Work to complete:
Return verbatim all lines from the first one in the records to the line with "display:block; font-size:19px; white-space:nowrap", both ends kept.

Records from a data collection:
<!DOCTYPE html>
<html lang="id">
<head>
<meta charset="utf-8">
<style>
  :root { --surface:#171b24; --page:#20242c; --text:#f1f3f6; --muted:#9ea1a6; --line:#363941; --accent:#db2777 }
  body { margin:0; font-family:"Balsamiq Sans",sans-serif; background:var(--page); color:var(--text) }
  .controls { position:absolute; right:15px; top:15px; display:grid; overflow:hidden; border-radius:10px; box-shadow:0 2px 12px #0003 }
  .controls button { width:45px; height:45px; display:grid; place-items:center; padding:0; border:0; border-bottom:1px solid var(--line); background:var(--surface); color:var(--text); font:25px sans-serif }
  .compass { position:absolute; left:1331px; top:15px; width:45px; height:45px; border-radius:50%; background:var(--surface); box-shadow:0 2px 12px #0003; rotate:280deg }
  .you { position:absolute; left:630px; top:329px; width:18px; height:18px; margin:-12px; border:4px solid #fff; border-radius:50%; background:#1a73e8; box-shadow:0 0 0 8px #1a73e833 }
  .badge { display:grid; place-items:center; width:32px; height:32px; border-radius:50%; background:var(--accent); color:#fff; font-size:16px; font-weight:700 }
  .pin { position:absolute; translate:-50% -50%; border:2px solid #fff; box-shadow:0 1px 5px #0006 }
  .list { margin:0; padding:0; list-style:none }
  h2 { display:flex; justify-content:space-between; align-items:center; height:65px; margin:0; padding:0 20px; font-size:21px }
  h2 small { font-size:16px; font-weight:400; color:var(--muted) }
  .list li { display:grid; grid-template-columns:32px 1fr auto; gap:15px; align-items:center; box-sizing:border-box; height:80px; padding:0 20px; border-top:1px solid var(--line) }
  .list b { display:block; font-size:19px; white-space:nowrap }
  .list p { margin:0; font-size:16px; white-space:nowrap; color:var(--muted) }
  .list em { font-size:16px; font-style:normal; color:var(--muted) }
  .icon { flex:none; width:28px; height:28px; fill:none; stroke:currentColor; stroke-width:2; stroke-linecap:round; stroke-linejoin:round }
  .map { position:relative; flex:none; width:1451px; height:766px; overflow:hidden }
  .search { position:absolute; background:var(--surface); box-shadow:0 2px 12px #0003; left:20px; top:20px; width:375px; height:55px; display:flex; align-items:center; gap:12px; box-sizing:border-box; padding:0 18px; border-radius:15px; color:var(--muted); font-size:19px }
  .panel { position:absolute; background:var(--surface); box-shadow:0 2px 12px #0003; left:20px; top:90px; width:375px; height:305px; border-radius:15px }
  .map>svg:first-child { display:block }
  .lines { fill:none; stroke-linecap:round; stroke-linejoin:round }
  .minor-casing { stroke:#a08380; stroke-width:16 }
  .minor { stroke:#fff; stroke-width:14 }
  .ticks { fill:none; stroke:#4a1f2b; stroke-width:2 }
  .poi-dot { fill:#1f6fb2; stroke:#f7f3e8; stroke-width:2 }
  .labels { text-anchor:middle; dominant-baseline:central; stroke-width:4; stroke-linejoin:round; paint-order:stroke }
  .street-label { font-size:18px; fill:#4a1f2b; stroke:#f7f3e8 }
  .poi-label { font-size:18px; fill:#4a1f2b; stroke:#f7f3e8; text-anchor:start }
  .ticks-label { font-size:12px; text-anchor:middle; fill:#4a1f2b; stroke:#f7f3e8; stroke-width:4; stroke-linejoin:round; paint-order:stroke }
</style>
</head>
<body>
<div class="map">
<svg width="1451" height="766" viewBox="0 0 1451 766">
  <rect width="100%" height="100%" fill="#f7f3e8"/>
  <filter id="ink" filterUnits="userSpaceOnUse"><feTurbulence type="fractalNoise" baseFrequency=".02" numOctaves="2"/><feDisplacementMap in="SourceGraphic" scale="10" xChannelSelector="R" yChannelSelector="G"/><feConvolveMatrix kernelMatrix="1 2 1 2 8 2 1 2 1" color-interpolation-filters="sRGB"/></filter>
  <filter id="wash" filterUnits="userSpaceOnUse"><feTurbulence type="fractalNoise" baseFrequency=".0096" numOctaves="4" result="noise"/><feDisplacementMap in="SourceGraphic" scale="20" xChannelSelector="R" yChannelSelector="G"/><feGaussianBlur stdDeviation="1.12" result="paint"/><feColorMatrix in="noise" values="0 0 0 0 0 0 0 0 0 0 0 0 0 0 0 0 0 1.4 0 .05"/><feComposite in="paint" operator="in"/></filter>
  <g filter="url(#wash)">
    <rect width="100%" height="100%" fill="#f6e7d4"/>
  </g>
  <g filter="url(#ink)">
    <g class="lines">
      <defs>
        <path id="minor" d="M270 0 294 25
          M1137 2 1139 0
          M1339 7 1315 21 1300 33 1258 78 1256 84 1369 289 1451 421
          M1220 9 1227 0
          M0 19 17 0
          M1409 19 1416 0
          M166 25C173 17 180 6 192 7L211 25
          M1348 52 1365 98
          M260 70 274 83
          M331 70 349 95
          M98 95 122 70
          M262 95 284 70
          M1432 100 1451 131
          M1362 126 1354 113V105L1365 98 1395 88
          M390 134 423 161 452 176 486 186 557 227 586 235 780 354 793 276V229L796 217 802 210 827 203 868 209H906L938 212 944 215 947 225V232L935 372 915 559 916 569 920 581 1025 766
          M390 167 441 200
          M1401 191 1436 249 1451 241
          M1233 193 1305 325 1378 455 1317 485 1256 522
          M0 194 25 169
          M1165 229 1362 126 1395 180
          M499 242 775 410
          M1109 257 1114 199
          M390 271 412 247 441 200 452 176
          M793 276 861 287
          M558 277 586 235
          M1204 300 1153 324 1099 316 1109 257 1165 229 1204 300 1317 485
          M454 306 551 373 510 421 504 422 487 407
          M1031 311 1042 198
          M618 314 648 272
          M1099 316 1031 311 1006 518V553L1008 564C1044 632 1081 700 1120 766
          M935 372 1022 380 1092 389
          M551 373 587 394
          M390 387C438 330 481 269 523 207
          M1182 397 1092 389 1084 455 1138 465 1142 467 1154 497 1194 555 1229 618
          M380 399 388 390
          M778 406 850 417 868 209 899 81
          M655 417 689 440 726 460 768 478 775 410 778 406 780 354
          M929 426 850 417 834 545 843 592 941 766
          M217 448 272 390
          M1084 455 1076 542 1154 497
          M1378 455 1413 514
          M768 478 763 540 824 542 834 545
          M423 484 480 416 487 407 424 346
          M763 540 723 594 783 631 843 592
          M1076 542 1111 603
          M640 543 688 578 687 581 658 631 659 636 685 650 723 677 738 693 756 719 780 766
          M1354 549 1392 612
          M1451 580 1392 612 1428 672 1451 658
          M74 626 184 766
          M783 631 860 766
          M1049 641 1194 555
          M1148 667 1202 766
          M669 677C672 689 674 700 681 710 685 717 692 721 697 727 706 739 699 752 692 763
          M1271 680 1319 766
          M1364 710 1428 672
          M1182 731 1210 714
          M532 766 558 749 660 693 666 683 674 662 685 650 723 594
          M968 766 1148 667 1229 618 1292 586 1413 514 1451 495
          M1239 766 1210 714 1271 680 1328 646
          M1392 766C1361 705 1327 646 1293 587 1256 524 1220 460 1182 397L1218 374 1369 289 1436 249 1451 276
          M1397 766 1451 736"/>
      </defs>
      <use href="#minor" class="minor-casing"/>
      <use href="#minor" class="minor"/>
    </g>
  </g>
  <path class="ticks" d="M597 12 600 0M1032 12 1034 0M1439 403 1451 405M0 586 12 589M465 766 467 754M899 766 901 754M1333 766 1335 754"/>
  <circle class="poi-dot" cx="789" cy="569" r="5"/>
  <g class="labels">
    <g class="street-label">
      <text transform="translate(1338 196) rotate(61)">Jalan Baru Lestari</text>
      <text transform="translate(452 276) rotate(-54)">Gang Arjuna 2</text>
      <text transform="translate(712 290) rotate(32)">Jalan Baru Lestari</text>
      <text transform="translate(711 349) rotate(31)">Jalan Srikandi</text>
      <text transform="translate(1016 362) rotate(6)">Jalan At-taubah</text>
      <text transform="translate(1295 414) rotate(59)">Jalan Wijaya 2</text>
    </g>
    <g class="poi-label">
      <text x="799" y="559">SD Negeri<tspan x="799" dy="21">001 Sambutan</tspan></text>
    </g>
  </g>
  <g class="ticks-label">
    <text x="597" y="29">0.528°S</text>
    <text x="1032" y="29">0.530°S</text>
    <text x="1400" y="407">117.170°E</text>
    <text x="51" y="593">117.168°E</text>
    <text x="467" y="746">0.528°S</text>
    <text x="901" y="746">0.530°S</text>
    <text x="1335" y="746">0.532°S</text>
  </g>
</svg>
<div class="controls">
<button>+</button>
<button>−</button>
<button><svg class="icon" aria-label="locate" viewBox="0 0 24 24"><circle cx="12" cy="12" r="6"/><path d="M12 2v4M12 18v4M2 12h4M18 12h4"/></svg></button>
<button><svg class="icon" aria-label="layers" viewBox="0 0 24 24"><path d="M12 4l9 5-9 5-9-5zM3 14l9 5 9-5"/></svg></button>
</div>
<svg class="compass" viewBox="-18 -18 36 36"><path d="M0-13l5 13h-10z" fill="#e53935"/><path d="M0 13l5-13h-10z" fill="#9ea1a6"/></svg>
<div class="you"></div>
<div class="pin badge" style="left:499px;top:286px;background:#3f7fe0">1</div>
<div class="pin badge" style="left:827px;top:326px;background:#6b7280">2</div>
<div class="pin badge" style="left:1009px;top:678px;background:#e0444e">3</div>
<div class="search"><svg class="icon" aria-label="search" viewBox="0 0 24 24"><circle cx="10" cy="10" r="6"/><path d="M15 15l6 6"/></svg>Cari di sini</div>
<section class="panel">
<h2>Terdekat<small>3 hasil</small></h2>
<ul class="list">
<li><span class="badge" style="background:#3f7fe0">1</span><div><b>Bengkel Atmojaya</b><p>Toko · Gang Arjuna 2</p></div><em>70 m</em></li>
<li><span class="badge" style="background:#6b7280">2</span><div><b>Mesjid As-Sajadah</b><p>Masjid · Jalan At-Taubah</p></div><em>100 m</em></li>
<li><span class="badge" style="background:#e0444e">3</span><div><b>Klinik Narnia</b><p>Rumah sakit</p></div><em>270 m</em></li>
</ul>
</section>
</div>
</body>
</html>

Response:
<!DOCTYPE html>
<html lang="id">
<head>
<meta charset="utf-8">
<style>
  :root { --surface:#171b24; --page:#20242c; --text:#f1f3f6; --muted:#9ea1a6; --line:#363941; --accent:#db2777 }
  body { margin:0; font-family:"Balsamiq Sans",sans-serif; background:var(--page); color:var(--text) }
  .controls { position:absolute; right:15px; top:15px; display:grid; overflow:hidden; border-radius:10px; box-shadow:0 2px 12px #0003 }
  .controls button { width:45px; height:45px; display:grid; place-items:center; padding:0; border:0; border-bottom:1px solid var(--line); background:var(--surface); color:var(--text); font:25px sans-serif }
  .compass { position:absolute; left:1331px; top:15px; width:45px; height:45px; border-radius:50%; background:var(--surface); box-shadow:0 2px 12px #0003; rotate:280deg }
  .you { position:absolute; left:630px; top:329px; width:18px; height:18px; margin:-12px; border:4px solid #fff; border-radius:50%; background:#1a73e8; box-shadow:0 0 0 8px #1a73e833 }
  .badge { display:grid; place-items:center; width:32px; height:32px; border-radius:50%; background:var(--accent); color:#fff; font-size:16px; font-weight:700 }
  .pin { position:absolute; translate:-50% -50%; border:2px solid #fff; box-shadow:0 1px 5px #0006 }
  .list { margin:0; padding:0; list-style:none }
  h2 { display:flex; justify-content:space-between; align-items:center; height:65px; margin:0; padding:0 20px; font-size:21px }
  h2 small { font-size:16px; font-weight:400; color:var(--muted) }
  .list li { display:grid; grid-template-columns:32px 1fr auto; gap:15px; align-items:center; box-sizing:border-box; height:80px; padding:0 20px; border-top:1px solid var(--line) }
  .list b { display:block; font-size:19px; white-space:nowrap }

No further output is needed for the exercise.